Why aren't voters more concerned about rising inequality? For example, in the UK since the mid-80s, the share of income going to the top 1% has risen from around 8% to over 13%. But during this time the proportion of people agreeing that the government should redistribute income has fallen slightly - with larger falls among younger and working class people.
It could be that this tolerance of inequality reflects an acceptance of neoliberal economics. People are now more inclined to believe that "wealth creators" need high incentives to work hard, and that as they do so we all become richer, so inequality is in our self-interest.
However, new experimental evidence rejects this possibility.

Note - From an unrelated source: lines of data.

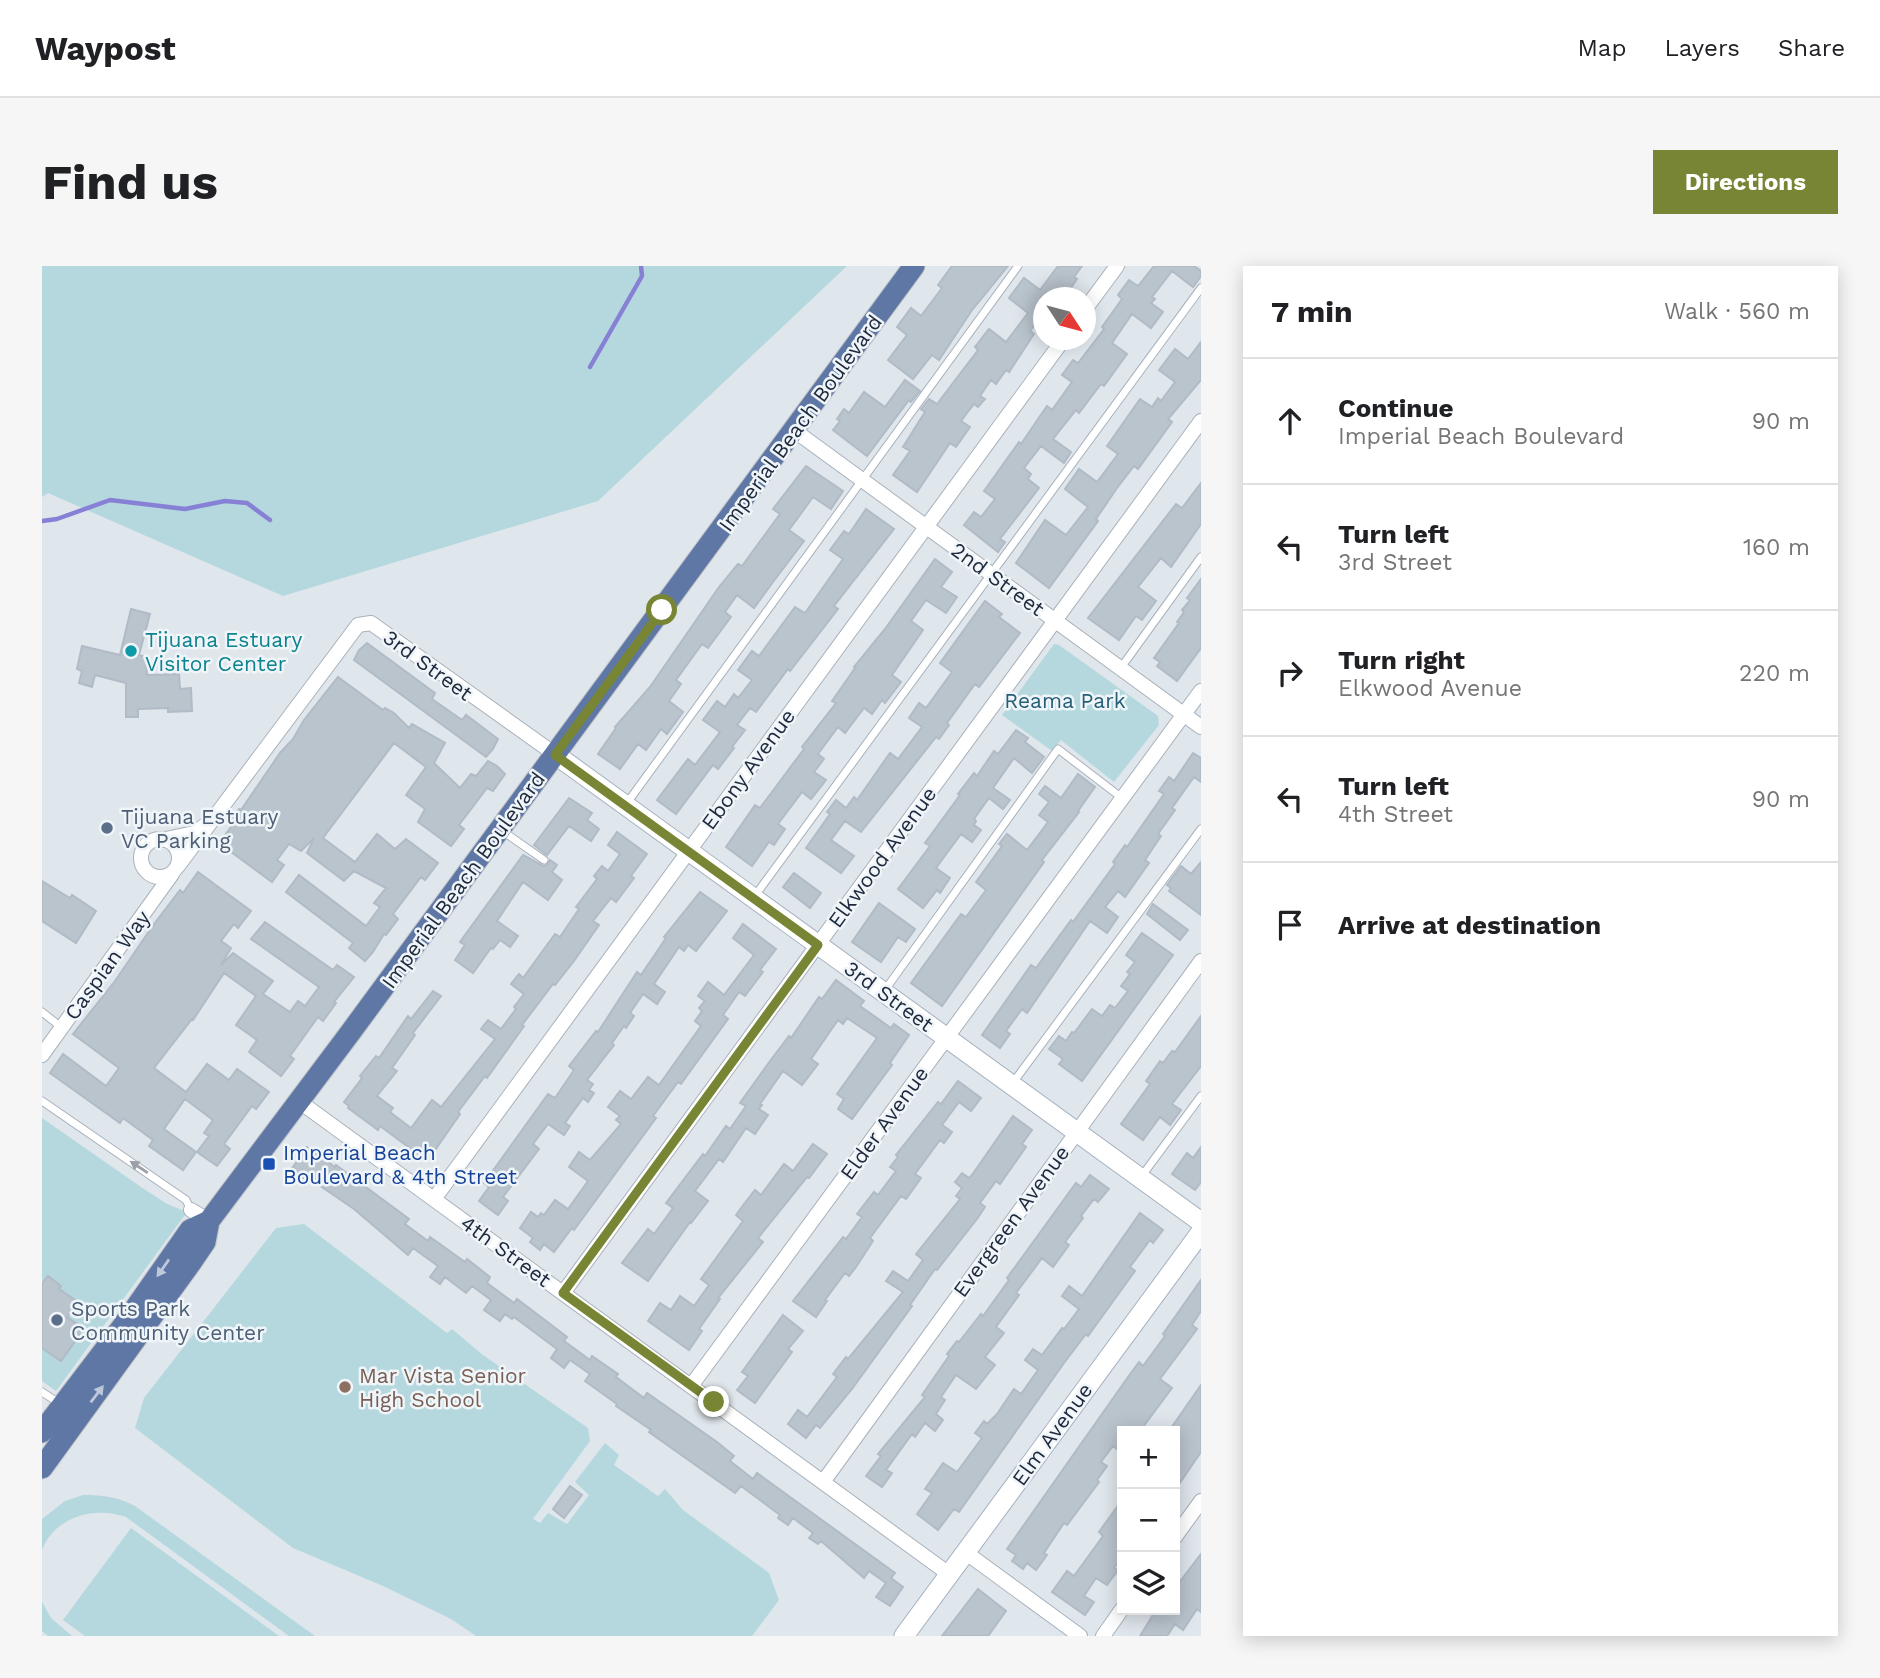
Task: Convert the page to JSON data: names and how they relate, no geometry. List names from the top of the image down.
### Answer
{
  "streets": {
    "main road": ["Imperial Beach Boulevard"],
    "street": [
      "2nd Street",
      "3rd Street",
      "Ebony Avenue",
      "Elkwood Avenue",
      "Caspian Way",
      "Elder Avenue",
      "Evergreen Avenue",
      "4th Street",
      "Elm Avenue"
    ]
  },
  "crossings": [
    ["Imperial Beach Boulevard", "2nd Street"],
    ["Imperial Beach Boulevard", "3rd Street"],
    ["Imperial Beach Boulevard", "4th Street"],
    ["2nd Street", "Ebony Avenue"],
    ["2nd Street", "Elkwood Avenue"],
    ["2nd Street", "Elder Avenue"],
    ["3rd Street", "Ebony Avenue"],
    ["3rd Street", "Elkwood Avenue"],
    ["3rd Street", "Caspian Way"],
    ["3rd Street", "Elder Avenue"],
    ["3rd Street", "Evergreen Avenue"],
    ["Ebony Avenue", "4th Street"],
    ["Elkwood Avenue", "4th Street"],
    ["Elder Avenue", "4th Street"],
    ["Evergreen Avenue", "4th Street"],
    ["4th Street", "Elm Avenue"]
  ],
  "parks": ["Reama Park"],
  "places": {
    "other": [
      "Tijuana Estuary Visitor Center",
      "Tijuana Estuary VC Parking",
      "Sports Park Community Center",
      "Mar Vista Senior High School"
    ],
    "transit": ["Imperial Beach Boulevard & 4th Street"]
  },
  "north": "bottom right",
  "page": {
    "header": "Waypost",
    "nav": ["Map", "Layers", "Share"],
    "buttons": "Directions",
    "title": "Find us",
    "heading": ["7 min", "Walk · 560 m"],
    "list": [
      ["Continue", "Imperial Beach Boulevard", "90 m"],
      ["Turn left", "3rd Street", "160 m"],
      ["Turn right", "Elkwood Avenue", "220 m"],
      ["Turn left", "4th Street", "90 m"],
      "Arrive at destination"
    ],
    "map_buttons": ["+", "−"]
  }
}
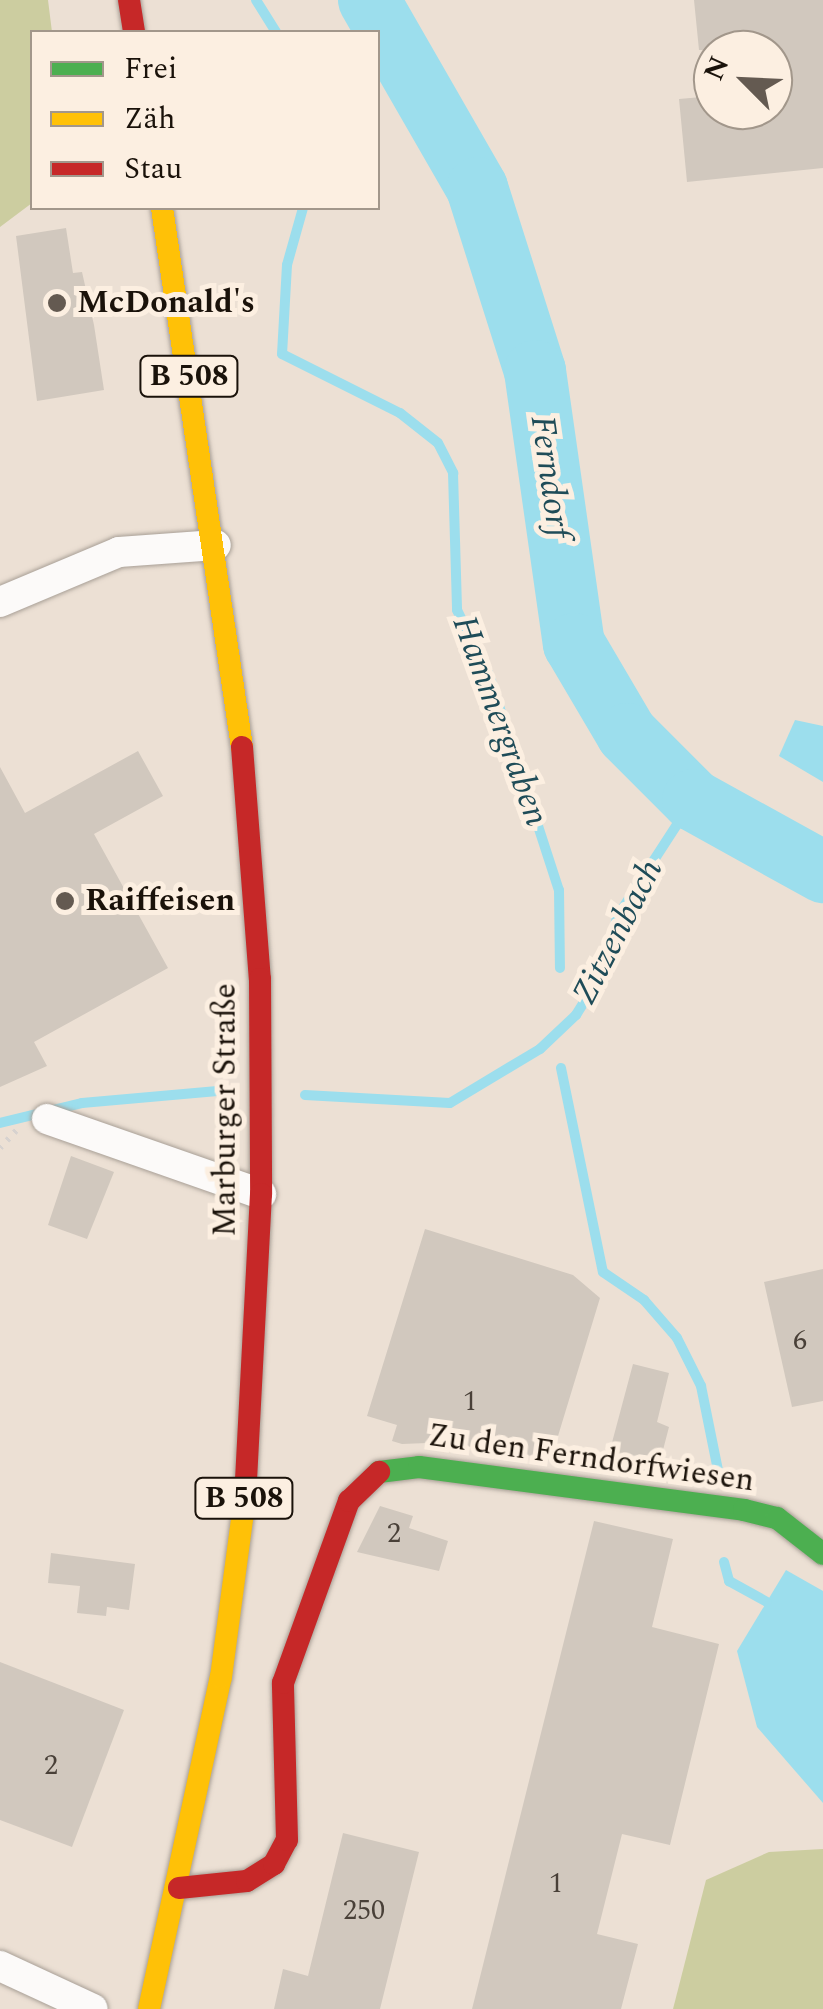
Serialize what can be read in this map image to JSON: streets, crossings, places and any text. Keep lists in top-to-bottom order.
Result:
{
  "streets": {
    "main road": ["B 508", "Marburger Straße", "Zu den Ferndorfwiesen"]
  },
  "crossings": [
    ["Marburger Straße", "Zu den Ferndorfwiesen"]
  ],
  "water": ["Ferndorf", "Hammergraben", "Zitzenbach"],
  "places": ["McDonald's", "Raiffeisen"],
  "house_numbers": [
    "6",
    "1",
    "2",
    "2",
    "1",
    "250"
  ],
  "legend": ["Frei", "Zäh", "Stau"],
  "north": "top left"
}
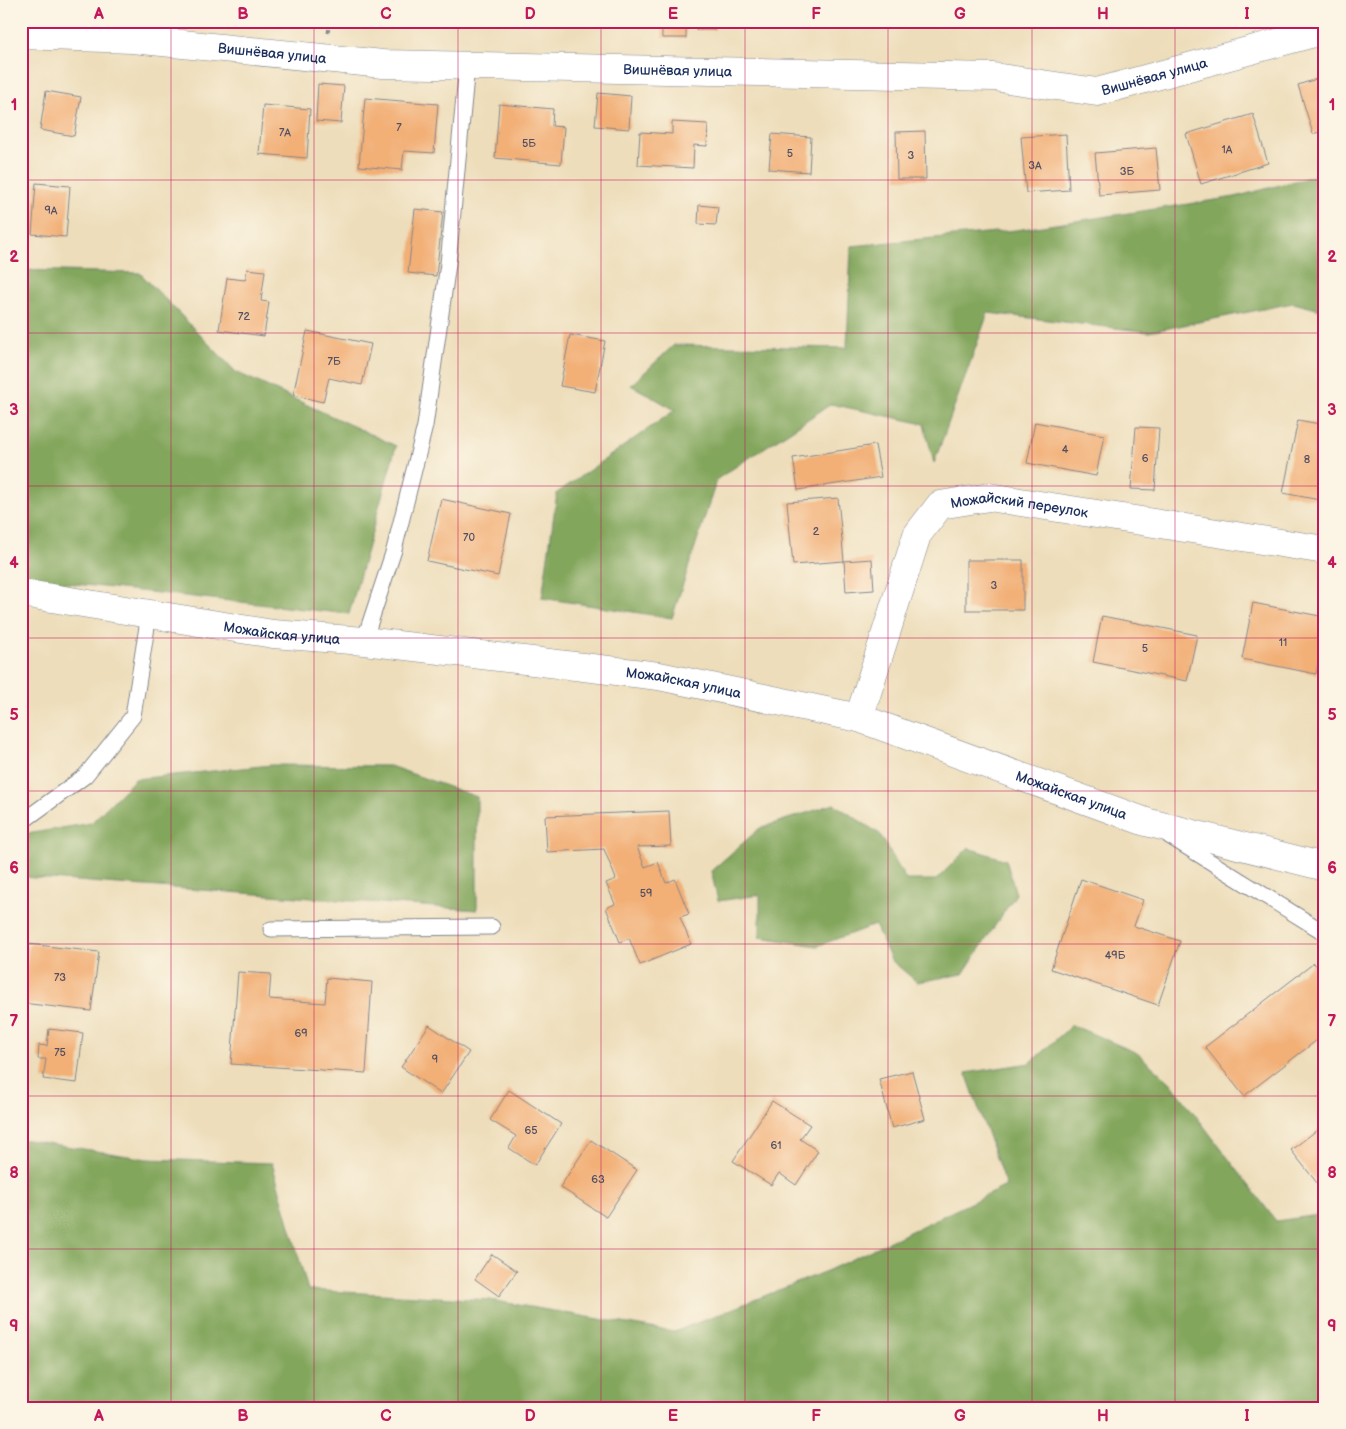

Kris-Stella Trump got subjects to compete in pairs to solve the most anagrams in four minutes. The pairs were randomly divided so that in some pairs the winner got $9 and the loser $1 whilst in others the winner got $6 and the loser $4.However, unknown to the subjects, the competition was rigged so that they always narrowly lost to one of Dr Trump's colleagues. After the game, the losers were asked how they would have divided the prize money. And here's the thing. The losers who got $4 thought it fair a fair split was (on average) $6.15-3.85 but the losers who got just $1 thought a fair split was $7.77-$2.23. In other words, actual inequality shapes our perceptions of fairness. Dr Trump says:
Public ideas of what constitutes fair income inequality are influenced by actual inequality: when inequality changes, opinions regarding what is acceptable change in the same direction.
There are two reasons for this, says Dr Trump. One is the status quo bias; a form of anchoring effect causes us to accept actually existing conditions. The other is the just world effect. We want to believe the world is fair, and if we want to believe something, it's very easy to do so. This is the system justification theory described (pdf) by John Jost and colleagues. There is, they say, "a general psychological tendency to justify and rationalize the status quo" which is "sometimes strongest among those who are most disadvantaged by the social order."
All this corroborates my Marxian prior, that inequality generates cognitive biases - ideology - which help to sustain that inequality.
And this in turn poses a challenge to democratic egalitarians. If this is right, the fact that there's public support for - or at least acquiescence in - inequality is no evidence whatsoever for the justice of that inequality. It might be, therefore, that we cannot achieve justice by democratic methods.